● To do
For each line of the data below that contains "after", return that line.

(Supplied information)

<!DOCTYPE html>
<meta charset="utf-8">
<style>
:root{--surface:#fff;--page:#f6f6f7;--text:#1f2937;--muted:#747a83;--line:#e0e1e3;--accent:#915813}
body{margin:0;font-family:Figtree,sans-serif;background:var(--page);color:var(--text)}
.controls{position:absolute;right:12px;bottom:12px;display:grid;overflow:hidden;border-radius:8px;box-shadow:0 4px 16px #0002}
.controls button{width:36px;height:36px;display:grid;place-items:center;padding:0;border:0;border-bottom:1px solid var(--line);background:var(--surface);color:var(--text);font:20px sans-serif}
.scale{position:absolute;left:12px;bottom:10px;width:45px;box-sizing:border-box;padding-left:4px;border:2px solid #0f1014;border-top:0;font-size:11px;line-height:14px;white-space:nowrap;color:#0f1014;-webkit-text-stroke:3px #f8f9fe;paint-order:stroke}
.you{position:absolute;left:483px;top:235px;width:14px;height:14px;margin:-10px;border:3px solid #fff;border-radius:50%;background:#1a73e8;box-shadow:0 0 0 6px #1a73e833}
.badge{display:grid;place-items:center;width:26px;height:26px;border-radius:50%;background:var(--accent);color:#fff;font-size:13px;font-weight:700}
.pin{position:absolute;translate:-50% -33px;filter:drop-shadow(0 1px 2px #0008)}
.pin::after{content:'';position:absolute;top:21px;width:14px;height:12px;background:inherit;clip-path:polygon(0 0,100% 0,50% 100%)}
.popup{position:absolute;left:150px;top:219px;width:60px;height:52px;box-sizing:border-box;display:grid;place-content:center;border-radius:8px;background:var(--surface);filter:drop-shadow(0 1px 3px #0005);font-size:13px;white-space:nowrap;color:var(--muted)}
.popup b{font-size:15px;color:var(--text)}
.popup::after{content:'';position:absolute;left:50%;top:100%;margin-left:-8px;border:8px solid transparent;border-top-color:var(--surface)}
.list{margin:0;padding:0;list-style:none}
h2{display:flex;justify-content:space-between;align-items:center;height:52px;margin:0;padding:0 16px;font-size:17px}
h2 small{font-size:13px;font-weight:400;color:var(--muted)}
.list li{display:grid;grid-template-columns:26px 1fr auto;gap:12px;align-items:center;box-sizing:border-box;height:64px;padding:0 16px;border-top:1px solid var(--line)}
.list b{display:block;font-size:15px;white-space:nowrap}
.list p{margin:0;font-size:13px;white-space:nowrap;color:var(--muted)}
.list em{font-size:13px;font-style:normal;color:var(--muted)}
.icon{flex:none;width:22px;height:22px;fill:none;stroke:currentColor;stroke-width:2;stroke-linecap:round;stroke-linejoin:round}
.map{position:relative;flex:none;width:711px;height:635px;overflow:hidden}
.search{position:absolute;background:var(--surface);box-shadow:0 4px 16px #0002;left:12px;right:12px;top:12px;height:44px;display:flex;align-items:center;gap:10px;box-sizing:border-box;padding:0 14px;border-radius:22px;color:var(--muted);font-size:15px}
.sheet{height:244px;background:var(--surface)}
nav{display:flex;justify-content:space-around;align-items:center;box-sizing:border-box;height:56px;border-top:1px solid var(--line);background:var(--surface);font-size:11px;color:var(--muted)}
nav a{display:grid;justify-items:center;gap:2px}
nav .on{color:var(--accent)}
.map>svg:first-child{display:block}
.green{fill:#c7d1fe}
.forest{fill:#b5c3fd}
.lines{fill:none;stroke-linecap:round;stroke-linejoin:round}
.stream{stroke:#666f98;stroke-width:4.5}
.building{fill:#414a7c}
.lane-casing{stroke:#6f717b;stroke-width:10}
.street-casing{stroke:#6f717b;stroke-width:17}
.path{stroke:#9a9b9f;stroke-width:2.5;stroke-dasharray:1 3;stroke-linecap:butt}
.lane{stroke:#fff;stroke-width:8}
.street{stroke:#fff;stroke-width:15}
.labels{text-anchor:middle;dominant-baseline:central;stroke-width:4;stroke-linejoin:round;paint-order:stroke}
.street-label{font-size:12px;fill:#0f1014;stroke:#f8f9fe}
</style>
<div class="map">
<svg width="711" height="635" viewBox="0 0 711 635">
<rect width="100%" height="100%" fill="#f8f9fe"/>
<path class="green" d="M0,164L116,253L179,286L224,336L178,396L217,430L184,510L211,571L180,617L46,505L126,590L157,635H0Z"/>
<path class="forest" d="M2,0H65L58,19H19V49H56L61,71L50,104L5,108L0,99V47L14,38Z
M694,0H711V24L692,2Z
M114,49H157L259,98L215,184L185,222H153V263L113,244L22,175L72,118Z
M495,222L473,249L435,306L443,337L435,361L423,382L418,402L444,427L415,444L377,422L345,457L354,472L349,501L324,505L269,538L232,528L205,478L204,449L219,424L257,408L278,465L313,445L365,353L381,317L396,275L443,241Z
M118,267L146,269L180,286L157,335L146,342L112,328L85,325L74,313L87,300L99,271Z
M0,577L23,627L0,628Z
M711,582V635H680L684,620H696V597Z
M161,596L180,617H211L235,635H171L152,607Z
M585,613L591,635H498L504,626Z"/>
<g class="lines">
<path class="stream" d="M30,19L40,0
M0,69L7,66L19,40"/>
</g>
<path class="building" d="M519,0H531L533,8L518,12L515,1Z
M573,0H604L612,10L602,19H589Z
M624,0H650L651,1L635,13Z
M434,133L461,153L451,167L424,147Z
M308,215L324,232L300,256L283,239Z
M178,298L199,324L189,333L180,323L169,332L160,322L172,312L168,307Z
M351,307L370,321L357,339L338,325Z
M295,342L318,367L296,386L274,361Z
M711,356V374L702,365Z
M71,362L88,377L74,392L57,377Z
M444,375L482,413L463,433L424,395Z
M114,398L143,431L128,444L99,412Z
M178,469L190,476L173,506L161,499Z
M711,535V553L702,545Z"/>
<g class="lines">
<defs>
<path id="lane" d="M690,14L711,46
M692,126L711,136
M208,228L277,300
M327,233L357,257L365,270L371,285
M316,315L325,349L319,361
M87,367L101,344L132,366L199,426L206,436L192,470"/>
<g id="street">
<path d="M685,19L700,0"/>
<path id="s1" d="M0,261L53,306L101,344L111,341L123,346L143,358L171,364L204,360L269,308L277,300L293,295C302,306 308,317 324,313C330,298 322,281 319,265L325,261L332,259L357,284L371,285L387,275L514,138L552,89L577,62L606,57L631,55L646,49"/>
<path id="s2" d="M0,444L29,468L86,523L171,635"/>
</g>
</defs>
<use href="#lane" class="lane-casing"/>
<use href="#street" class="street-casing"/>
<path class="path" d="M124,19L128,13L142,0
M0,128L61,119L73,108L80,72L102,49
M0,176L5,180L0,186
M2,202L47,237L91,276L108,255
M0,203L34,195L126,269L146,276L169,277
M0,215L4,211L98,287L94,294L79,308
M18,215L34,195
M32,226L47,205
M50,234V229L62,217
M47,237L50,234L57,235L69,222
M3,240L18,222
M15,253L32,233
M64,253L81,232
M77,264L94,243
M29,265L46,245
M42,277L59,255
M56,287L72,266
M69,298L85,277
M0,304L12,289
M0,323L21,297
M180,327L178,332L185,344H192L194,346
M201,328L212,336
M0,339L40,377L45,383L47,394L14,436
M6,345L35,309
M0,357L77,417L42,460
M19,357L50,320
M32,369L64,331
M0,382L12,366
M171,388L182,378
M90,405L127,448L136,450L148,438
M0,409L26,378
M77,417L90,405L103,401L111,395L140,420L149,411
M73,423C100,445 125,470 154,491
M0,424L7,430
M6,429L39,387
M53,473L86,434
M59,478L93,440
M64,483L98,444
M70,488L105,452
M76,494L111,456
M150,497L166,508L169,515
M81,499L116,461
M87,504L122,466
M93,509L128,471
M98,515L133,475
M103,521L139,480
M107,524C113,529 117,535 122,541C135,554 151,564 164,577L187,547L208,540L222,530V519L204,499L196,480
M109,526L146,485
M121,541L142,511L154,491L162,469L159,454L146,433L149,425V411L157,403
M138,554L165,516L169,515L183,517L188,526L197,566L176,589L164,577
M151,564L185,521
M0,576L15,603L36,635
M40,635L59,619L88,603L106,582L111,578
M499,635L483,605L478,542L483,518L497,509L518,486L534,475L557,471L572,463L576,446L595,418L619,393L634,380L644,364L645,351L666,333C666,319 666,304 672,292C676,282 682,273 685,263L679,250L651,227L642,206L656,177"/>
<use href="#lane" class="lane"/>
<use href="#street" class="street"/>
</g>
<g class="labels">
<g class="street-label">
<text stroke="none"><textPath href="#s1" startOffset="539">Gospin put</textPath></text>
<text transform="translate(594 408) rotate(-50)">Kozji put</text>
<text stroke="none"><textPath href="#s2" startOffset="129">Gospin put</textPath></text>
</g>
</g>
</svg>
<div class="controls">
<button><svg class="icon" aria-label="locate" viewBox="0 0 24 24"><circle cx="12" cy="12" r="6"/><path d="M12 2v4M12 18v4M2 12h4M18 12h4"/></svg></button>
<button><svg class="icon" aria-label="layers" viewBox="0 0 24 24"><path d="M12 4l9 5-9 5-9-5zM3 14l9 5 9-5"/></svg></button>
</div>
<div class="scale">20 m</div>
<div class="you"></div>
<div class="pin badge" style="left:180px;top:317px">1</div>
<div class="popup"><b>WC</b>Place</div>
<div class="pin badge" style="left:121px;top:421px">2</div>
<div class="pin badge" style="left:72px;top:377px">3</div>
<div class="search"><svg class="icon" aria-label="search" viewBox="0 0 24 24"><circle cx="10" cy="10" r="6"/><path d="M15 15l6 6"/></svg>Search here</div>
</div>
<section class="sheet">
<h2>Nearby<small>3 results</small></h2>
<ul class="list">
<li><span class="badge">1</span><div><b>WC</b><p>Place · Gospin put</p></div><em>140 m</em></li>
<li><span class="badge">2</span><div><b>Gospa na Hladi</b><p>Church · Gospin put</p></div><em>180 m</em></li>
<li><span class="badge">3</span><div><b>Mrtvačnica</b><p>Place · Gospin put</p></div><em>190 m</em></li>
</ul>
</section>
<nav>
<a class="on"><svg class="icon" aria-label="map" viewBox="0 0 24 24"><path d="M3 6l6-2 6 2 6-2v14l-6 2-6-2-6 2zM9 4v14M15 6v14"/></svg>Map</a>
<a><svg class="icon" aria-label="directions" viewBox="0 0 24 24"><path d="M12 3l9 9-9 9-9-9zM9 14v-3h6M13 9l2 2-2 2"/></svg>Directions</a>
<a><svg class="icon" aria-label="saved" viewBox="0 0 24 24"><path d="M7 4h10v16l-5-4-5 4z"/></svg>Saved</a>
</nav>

(End Supplied information)

● Output below
.pin::after{content:'';position:absolute;top:21px;width:14px;height:12px;background:inherit;clip-path:polygon(0 0,100% 0,50% 100%)}
.popup::after{content:'';position:absolute;left:50%;top:100%;margin-left:-8px;border:8px solid transparent;border-top-color:var(--surface)}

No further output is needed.